--- Supplied information Enclosed Below ---
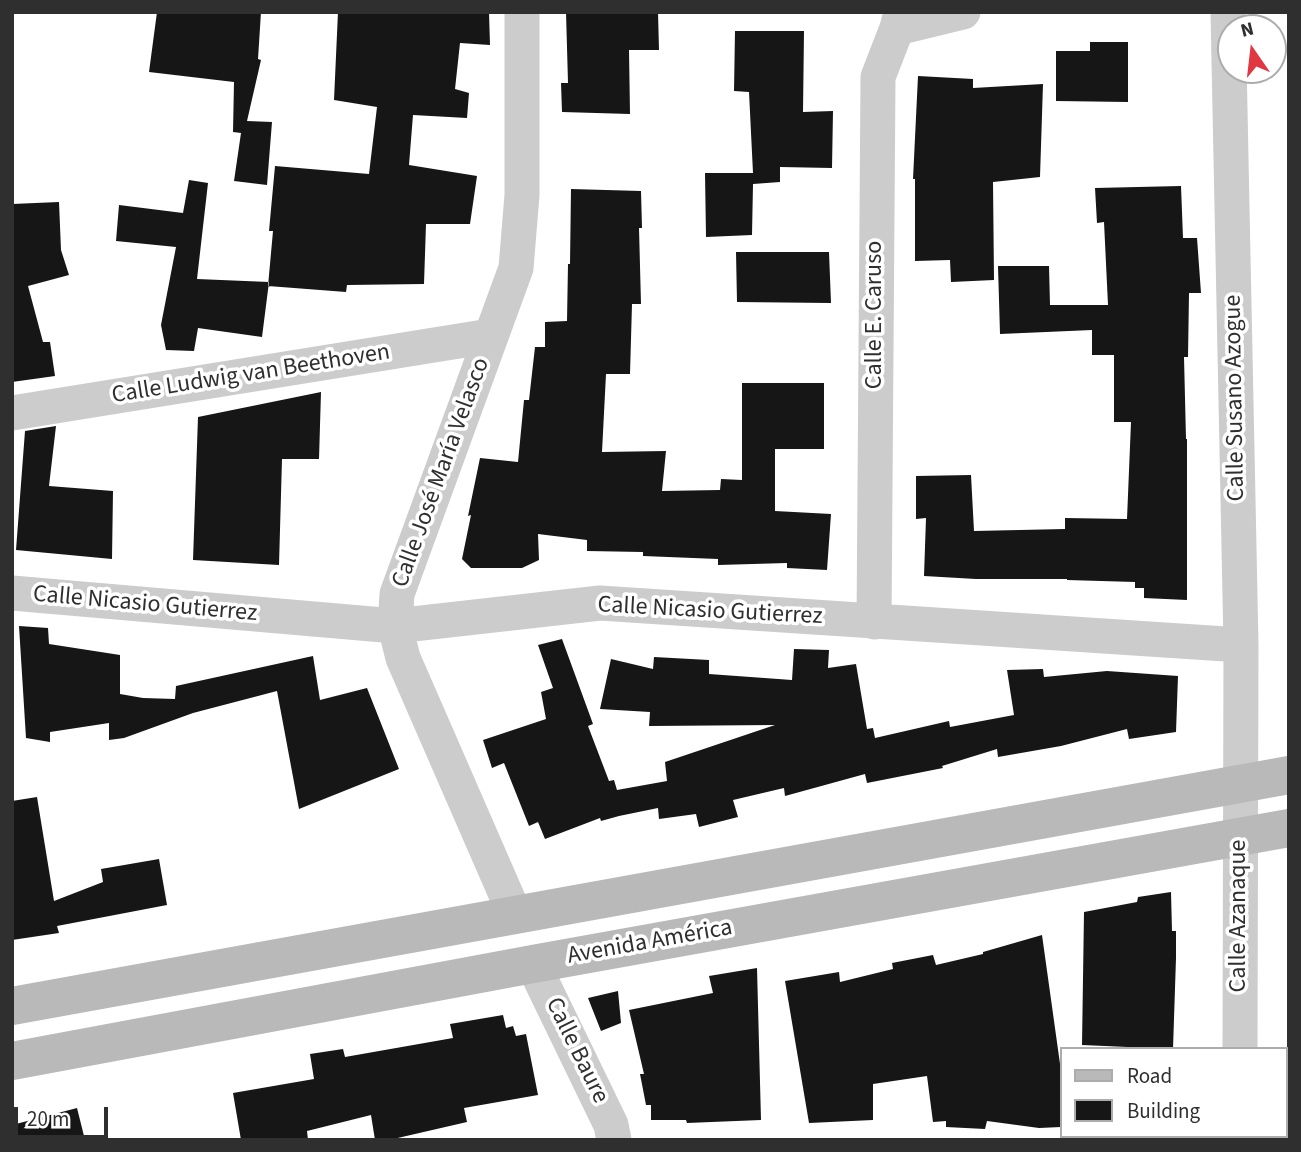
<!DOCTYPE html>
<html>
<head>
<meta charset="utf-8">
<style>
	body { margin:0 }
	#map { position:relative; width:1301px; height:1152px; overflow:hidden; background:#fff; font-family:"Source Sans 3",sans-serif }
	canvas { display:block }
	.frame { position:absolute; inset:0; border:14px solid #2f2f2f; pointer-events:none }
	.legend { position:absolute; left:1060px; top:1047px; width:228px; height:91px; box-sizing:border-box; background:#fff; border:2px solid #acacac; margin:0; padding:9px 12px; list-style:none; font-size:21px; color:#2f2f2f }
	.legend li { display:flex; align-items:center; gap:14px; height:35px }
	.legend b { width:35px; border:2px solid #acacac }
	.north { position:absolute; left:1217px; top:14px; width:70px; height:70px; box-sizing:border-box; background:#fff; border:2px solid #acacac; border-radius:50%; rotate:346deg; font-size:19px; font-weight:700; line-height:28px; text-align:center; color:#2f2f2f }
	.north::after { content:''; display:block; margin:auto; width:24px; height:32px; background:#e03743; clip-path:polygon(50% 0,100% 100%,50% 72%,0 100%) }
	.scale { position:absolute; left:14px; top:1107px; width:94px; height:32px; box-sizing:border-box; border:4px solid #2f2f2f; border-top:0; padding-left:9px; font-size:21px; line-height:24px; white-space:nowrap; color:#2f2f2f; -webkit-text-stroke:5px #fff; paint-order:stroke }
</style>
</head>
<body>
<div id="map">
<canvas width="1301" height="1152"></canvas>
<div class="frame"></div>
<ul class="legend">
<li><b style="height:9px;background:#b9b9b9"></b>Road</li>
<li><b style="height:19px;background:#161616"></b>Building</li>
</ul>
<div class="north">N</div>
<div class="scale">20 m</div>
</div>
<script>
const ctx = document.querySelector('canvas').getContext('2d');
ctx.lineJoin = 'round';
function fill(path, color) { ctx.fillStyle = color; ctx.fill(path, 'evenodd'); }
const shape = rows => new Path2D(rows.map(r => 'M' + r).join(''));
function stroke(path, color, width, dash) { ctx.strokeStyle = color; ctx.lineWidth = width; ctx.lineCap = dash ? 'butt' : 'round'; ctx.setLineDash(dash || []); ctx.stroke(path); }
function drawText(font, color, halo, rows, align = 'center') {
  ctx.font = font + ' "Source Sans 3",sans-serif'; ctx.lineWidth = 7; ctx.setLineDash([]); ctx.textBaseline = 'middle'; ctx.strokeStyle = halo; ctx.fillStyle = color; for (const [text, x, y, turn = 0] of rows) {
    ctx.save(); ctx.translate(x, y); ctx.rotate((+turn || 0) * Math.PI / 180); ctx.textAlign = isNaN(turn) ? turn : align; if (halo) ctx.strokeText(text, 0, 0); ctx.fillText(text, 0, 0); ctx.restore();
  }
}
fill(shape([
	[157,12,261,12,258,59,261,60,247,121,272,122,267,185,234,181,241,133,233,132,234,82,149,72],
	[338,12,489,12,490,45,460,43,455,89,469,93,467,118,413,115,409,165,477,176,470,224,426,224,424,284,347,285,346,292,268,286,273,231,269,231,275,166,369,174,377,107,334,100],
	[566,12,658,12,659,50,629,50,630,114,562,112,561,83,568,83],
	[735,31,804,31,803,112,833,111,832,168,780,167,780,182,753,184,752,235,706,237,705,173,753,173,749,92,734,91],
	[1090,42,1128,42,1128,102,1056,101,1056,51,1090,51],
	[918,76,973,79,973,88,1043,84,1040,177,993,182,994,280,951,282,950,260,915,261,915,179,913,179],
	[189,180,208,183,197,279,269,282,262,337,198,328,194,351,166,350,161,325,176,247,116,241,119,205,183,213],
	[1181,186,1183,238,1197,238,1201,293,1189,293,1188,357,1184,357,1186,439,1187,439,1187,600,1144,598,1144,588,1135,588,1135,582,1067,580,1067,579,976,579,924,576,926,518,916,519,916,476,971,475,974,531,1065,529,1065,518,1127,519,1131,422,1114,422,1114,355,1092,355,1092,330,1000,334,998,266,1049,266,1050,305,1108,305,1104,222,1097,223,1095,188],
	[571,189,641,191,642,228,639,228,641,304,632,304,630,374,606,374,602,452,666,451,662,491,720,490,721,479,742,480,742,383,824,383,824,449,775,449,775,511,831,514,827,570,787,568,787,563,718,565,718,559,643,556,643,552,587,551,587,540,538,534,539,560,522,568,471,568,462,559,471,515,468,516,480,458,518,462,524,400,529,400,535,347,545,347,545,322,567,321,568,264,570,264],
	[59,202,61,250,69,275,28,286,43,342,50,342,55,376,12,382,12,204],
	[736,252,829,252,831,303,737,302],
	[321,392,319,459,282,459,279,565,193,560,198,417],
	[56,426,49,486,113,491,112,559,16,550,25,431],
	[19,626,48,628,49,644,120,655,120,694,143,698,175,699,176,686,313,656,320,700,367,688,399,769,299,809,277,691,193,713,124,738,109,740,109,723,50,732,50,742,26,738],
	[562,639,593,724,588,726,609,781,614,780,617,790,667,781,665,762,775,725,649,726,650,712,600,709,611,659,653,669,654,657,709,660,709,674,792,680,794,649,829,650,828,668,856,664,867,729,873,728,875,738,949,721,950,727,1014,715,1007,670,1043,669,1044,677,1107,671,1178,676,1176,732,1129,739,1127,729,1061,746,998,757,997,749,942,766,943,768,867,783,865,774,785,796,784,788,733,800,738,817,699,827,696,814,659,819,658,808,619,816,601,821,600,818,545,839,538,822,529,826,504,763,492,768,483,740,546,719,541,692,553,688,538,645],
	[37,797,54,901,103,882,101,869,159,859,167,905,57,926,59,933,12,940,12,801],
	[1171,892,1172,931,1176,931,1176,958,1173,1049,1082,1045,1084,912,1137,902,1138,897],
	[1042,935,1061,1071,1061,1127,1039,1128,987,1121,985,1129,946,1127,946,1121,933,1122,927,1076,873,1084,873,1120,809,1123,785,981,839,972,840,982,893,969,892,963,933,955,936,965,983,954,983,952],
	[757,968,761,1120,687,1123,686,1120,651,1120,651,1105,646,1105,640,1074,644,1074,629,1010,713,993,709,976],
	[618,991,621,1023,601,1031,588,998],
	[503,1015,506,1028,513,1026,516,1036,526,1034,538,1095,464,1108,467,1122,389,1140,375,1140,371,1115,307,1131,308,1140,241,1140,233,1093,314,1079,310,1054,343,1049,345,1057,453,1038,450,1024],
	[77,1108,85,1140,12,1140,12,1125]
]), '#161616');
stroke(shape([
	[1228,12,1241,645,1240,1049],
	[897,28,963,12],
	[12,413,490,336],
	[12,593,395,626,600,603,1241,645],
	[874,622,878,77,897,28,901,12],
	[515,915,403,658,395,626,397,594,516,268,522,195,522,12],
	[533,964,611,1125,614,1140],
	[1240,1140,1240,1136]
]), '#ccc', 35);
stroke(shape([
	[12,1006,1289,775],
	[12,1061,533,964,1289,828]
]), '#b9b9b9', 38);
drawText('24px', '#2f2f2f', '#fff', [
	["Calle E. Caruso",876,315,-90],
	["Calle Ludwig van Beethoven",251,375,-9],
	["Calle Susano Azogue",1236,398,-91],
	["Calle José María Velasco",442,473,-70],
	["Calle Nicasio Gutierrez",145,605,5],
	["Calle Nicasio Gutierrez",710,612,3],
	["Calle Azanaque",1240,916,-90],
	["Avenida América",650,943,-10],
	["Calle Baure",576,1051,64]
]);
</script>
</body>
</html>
--- End of Enclosed Supplied information ---
--- Supplied information Enclosed Below ---
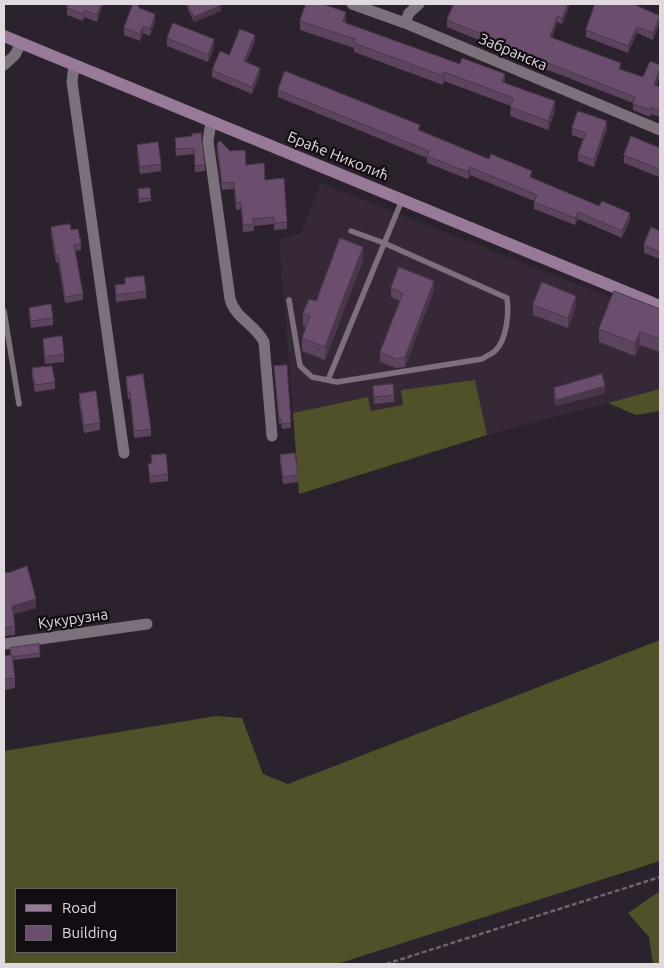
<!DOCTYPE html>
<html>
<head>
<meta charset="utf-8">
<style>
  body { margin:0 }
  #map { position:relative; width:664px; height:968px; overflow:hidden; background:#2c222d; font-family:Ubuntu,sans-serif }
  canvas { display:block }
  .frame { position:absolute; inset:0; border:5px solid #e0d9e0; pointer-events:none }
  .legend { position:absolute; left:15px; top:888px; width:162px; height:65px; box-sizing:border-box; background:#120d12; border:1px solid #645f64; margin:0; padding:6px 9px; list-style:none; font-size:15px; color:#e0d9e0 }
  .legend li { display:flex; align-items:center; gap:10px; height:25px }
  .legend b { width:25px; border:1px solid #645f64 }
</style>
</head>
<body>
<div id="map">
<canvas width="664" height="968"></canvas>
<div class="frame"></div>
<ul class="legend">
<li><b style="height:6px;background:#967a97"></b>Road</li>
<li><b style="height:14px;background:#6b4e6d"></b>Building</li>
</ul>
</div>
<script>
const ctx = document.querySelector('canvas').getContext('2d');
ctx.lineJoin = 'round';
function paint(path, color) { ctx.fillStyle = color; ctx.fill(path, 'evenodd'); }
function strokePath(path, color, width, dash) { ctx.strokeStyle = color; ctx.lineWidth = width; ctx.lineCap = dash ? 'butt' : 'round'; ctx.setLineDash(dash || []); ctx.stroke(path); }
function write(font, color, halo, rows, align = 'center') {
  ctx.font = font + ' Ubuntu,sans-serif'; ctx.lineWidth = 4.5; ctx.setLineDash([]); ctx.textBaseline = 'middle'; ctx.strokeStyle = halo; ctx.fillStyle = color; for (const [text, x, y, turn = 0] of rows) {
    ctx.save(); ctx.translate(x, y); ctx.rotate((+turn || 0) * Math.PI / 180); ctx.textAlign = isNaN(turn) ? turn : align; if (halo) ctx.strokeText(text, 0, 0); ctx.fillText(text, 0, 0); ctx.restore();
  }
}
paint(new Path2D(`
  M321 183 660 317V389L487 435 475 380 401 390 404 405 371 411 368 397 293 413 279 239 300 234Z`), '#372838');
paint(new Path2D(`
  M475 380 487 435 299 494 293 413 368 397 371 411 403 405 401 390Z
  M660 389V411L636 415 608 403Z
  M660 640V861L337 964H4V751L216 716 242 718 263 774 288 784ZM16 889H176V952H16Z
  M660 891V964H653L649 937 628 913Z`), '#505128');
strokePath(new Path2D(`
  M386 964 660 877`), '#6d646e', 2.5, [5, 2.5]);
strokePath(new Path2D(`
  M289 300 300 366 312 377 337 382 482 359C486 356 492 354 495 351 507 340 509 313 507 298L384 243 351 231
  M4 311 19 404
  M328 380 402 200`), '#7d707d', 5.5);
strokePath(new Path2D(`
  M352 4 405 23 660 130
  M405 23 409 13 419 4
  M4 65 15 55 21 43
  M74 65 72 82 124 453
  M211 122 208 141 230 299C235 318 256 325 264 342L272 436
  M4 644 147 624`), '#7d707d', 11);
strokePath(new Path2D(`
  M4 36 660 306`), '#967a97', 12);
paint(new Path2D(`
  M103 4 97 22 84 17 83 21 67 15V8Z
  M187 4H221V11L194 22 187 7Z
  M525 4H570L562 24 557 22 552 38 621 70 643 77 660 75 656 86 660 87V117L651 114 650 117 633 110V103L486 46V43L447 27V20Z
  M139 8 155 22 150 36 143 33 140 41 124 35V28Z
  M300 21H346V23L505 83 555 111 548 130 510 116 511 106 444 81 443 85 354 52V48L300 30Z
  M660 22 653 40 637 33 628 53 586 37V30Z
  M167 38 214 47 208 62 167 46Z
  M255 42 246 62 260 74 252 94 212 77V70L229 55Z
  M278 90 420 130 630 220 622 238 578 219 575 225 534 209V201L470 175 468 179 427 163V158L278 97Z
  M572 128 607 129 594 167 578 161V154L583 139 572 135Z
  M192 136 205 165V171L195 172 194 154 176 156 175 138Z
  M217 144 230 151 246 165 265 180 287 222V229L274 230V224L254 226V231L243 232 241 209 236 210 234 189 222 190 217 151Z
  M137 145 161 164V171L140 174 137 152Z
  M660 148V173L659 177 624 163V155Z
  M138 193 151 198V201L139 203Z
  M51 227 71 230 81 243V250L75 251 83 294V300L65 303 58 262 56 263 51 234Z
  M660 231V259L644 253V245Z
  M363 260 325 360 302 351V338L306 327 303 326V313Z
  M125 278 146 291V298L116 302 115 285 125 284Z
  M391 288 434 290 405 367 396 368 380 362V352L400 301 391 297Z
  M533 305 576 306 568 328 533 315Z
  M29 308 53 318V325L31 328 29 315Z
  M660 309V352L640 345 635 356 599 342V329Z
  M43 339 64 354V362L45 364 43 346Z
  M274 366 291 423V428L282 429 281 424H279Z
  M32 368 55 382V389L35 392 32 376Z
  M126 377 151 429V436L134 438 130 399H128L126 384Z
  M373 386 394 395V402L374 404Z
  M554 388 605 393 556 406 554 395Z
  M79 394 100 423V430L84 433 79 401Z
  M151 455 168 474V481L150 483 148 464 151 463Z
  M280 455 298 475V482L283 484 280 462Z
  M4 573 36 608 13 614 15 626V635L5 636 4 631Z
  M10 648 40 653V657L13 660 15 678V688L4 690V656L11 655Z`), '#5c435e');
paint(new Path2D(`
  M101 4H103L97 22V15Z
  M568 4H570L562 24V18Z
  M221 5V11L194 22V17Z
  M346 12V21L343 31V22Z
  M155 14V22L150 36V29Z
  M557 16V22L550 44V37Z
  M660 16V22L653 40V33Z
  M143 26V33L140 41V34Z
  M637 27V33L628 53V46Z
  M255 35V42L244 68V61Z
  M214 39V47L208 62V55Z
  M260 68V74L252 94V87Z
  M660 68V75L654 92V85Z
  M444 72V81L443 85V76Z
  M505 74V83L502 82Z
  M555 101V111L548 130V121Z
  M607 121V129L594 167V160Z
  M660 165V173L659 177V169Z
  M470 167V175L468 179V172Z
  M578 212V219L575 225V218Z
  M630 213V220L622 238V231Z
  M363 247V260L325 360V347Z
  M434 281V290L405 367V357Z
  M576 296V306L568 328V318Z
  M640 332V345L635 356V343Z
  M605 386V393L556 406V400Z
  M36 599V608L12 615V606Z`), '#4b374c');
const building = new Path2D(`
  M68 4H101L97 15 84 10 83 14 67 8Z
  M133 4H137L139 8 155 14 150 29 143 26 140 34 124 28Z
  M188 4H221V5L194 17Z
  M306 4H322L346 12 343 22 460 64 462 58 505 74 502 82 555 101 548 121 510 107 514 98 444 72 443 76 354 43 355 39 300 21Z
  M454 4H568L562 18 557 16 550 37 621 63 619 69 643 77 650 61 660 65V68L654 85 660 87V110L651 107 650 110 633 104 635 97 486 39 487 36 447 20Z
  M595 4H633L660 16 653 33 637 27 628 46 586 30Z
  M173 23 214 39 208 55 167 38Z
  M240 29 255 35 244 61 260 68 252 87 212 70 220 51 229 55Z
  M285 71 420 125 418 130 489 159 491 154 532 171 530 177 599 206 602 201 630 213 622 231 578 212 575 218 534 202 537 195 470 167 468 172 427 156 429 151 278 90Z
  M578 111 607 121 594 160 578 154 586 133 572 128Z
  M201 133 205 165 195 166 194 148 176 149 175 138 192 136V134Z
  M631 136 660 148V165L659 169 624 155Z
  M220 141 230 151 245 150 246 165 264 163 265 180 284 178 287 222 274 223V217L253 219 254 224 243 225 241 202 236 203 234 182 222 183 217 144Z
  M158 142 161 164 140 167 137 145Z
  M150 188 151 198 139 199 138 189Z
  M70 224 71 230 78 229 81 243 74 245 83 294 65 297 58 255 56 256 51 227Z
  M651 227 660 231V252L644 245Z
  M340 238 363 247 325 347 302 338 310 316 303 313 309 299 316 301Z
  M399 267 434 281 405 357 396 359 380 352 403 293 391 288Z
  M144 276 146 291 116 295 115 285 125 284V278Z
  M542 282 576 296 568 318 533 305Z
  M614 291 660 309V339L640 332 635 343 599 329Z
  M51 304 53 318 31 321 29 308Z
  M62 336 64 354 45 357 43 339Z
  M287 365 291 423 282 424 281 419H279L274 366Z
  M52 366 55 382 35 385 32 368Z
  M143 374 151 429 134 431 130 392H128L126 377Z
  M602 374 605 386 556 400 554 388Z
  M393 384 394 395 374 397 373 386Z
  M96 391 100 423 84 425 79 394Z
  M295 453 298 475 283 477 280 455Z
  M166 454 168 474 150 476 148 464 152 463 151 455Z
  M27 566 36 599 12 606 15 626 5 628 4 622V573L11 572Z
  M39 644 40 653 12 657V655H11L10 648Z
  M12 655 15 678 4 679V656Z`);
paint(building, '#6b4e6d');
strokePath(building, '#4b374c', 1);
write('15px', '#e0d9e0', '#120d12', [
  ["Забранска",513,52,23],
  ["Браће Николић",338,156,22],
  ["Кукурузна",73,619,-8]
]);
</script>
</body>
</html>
--- End of Enclosed Supplied information ---
▶ [Problem statement]:
Using the entries above, give again exactly the lines from the line holding "const shape = rows" through the line holding "ctx.lineWidth = 7;". Include both end lines and nothing else.

▶ [Answer to this task]:
const shape = rows => new Path2D(rows.map(r => 'M' + r).join(''));
function stroke(path, color, width, dash) { ctx.strokeStyle = color; ctx.lineWidth = width; ctx.lineCap = dash ? 'butt' : 'round'; ctx.setLineDash(dash || []); ctx.stroke(path); }
function drawText(font, color, halo, rows, align = 'center') {
  ctx.font = font + ' "Source Sans 3",sans-serif'; ctx.lineWidth = 7; ctx.setLineDash([]); ctx.textBaseline = 'middle'; ctx.strokeStyle = halo; ctx.fillStyle = color; for (const [text, x, y, turn = 0] of rows) {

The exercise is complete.